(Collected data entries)
= = = = =

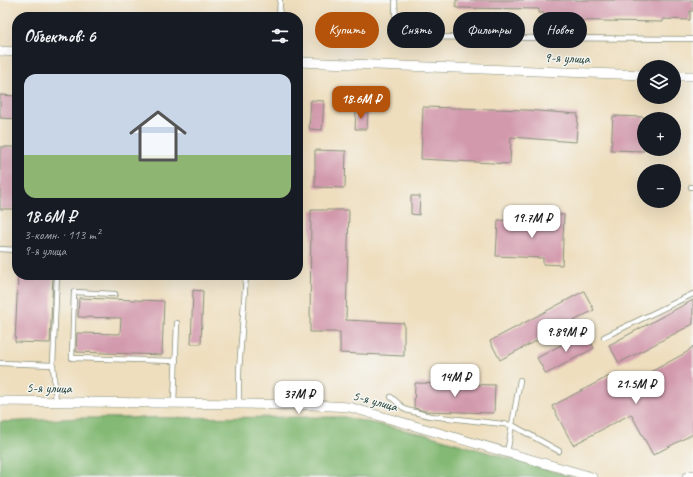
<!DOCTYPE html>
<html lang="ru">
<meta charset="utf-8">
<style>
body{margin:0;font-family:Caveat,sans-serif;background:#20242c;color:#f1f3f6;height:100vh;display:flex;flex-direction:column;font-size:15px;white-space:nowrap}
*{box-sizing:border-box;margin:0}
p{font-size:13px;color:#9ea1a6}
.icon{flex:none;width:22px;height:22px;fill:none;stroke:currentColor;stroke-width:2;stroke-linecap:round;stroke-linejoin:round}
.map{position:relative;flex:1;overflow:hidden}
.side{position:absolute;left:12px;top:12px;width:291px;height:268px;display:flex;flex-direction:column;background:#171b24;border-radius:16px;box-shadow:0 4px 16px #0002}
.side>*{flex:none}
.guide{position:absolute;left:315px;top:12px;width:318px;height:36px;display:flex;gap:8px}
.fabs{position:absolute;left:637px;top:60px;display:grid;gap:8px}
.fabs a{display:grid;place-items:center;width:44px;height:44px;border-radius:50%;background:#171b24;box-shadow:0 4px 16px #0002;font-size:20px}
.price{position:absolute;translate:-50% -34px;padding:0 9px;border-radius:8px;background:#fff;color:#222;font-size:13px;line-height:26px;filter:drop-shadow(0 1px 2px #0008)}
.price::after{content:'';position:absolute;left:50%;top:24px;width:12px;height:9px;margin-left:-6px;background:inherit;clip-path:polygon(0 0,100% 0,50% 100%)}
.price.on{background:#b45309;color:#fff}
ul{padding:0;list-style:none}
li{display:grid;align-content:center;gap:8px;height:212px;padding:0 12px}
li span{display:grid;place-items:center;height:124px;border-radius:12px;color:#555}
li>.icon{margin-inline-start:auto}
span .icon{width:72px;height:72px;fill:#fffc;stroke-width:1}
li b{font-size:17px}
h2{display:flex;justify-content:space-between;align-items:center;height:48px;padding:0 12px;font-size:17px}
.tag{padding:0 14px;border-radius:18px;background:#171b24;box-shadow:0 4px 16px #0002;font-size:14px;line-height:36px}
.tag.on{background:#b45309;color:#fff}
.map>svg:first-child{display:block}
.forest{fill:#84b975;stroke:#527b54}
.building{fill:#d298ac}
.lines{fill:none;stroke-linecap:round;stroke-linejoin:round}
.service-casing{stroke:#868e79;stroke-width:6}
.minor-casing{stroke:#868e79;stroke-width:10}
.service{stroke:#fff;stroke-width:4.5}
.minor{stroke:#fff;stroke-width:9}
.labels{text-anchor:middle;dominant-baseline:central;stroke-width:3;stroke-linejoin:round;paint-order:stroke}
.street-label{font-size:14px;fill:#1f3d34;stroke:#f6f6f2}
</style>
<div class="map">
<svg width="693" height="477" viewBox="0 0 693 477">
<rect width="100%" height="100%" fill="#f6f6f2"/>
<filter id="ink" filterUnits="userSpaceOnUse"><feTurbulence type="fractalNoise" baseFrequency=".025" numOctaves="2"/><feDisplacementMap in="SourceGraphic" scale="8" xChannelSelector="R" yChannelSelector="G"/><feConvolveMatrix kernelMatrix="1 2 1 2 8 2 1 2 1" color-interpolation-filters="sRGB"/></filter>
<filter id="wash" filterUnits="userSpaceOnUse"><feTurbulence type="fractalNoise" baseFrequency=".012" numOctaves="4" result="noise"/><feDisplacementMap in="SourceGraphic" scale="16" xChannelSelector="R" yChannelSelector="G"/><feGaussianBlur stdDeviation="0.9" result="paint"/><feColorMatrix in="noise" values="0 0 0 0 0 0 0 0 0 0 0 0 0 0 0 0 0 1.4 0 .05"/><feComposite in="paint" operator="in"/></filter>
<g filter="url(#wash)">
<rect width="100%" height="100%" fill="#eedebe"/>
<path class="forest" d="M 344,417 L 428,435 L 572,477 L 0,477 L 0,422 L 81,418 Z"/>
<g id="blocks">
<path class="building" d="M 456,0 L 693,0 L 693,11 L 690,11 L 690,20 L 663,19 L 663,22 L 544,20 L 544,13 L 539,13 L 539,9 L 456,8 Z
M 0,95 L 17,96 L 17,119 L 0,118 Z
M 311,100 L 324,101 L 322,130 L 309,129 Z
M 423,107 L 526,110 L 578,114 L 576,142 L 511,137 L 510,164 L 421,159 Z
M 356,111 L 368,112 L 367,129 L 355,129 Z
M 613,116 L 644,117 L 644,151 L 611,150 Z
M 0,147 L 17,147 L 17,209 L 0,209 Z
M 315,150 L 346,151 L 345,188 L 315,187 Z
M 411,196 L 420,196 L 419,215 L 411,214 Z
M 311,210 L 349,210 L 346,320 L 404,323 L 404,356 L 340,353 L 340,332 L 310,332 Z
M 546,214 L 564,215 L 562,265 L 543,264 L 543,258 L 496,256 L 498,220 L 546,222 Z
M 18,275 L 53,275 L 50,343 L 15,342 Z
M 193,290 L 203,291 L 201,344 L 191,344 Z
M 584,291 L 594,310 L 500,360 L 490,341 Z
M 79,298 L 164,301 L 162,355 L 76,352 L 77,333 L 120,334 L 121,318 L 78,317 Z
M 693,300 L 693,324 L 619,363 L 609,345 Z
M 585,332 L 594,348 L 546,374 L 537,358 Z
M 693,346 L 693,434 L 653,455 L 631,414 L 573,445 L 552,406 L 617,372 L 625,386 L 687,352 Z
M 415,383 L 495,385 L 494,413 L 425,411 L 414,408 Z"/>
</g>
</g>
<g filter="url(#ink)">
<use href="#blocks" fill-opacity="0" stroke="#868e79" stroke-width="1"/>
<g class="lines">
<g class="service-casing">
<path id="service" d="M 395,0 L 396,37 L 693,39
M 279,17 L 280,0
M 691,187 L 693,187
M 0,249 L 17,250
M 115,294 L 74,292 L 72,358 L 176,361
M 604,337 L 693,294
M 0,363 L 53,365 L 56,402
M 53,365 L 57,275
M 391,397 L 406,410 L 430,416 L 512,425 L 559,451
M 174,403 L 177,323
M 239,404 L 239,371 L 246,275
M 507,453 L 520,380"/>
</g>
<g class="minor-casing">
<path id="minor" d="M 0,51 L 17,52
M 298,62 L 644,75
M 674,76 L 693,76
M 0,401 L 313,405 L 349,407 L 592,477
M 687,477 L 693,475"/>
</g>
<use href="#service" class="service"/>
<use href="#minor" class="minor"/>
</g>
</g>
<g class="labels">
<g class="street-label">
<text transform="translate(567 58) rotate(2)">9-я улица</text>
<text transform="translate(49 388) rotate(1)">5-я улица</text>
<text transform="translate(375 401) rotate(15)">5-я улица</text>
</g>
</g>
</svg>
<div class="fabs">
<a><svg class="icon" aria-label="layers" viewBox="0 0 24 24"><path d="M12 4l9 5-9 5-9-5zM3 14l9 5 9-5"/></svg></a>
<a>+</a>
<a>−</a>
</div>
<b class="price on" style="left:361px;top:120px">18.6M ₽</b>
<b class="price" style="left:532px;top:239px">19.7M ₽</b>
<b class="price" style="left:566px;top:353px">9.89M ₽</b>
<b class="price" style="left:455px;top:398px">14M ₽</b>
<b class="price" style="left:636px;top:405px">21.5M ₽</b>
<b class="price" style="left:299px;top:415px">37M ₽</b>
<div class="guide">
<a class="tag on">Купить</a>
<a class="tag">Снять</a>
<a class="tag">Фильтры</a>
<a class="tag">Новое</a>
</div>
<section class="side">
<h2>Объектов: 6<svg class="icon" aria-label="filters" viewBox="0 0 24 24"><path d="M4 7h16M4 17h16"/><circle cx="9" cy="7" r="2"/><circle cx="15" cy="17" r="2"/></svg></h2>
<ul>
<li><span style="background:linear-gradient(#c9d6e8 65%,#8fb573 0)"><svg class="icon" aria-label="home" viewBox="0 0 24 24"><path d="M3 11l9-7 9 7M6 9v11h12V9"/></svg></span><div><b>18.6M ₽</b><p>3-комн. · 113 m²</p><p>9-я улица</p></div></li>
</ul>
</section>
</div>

= = = = =

What the task asks -
Copy every line above that includes the string "lines".

Solution to the problem -
.lines{fill:none;stroke-linecap:round;stroke-linejoin:round}
<g class="lines">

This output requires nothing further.